■ **What the task requires**: What is needed is an exact retyping of each entry, pictures excluded.

Dataset entries:
-=-=-=-=-
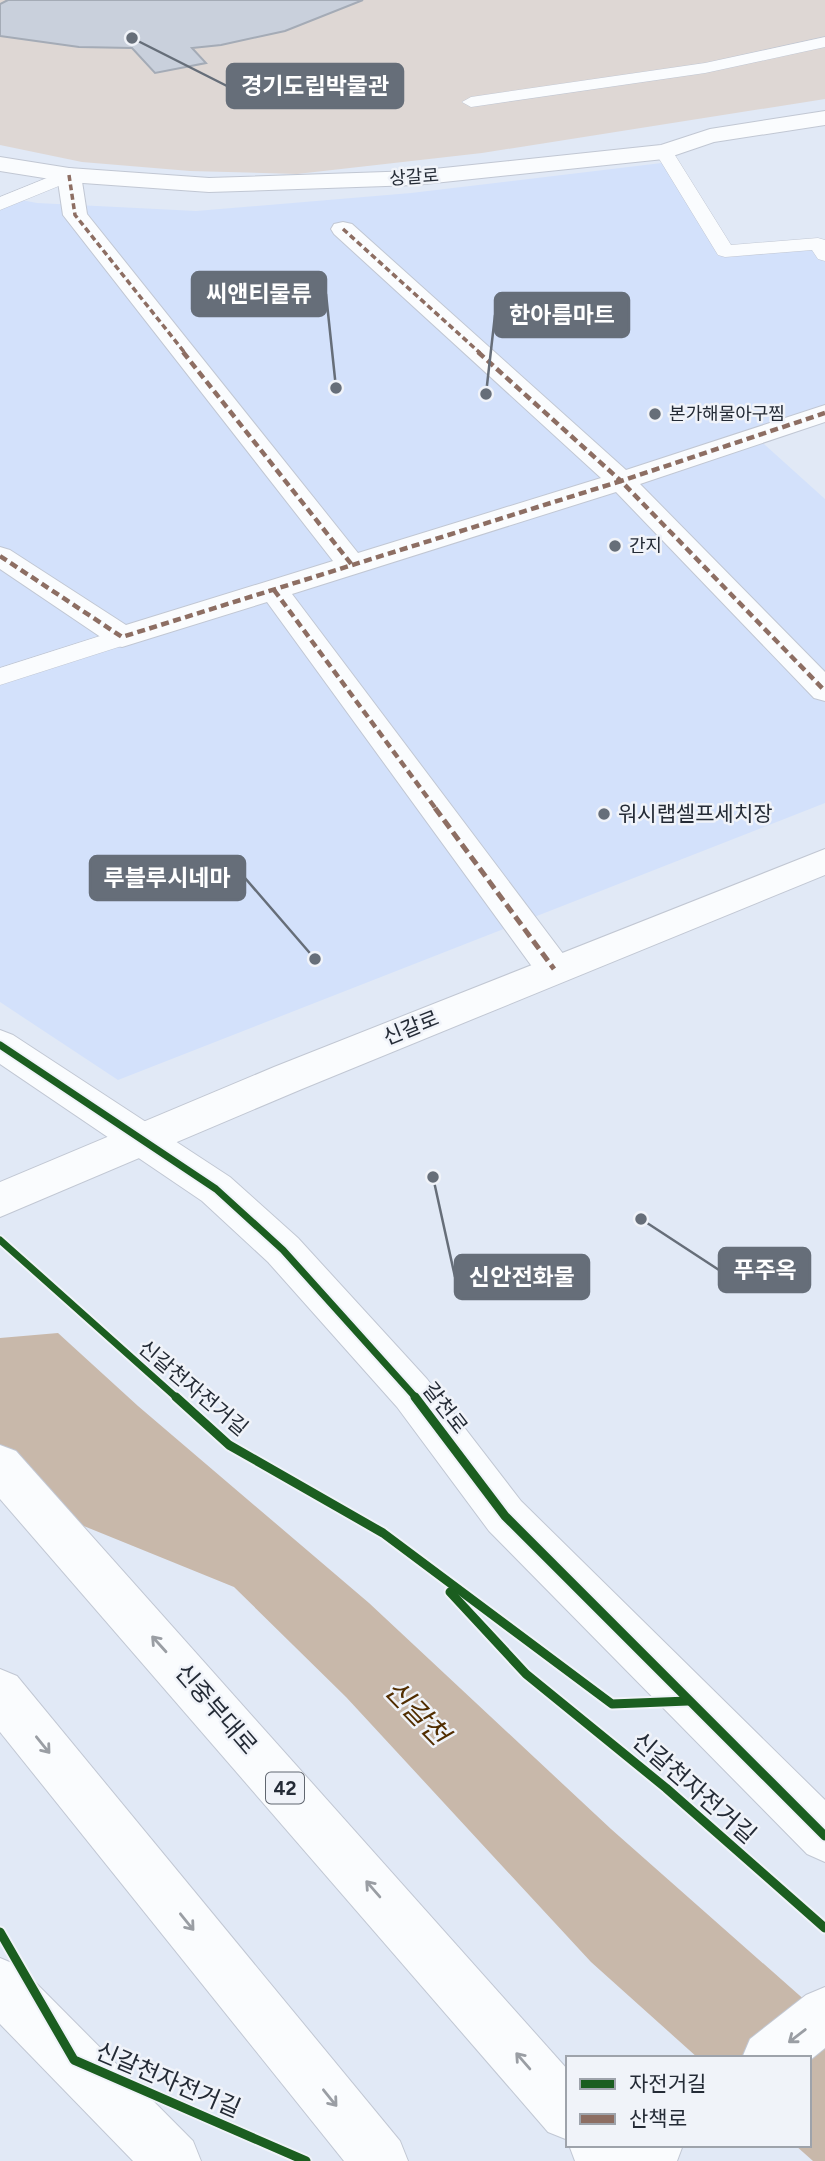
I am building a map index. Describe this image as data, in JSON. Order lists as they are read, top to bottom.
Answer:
{
  "streets": {
    "main road": [
      "상갈로",
      "신갈로",
      "갈천로",
      "신중부대로",
      "42"
    ],
    "cycle path": ["신갈천자전거길"]
  },
  "crossings": [
    ["신갈로", "갈천로"]
  ],
  "water": ["신갈천"],
  "places": [
    "경기도립박물관",
    "씨앤티물류",
    "한아름마트",
    "본가해물아구찜",
    "간지",
    "워시랩셀프세치장",
    "루블루시네마",
    "신안전화물",
    "푸주옥"
  ],
  "legend": ["자전거길", "산책로"]
}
-=-=-=-=-
■ **Response area**:
I am building a map index. Describe this image as data, in JSON. Order lists as they are read, top to bottom.
Answer:
{
  "streets": {
    "main road": [
      "상갈로",
      "신갈로",
      "갈천로",
      "신중부대로",
      "42"
    ],
    "cycle path": ["신갈천자전거길"]
  },
  "crossings": [
    ["신갈로", "갈천로"]
  ],
  "water": ["신갈천"],
  "places": [
    "경기도립박물관",
    "씨앤티물류",
    "한아름마트",
    "본가해물아구찜",
    "간지",
    "워시랩셀프세치장",
    "루블루시네마",
    "신안전화물",
    "푸주옥"
  ],
  "legend": ["자전거길", "산책로"]
}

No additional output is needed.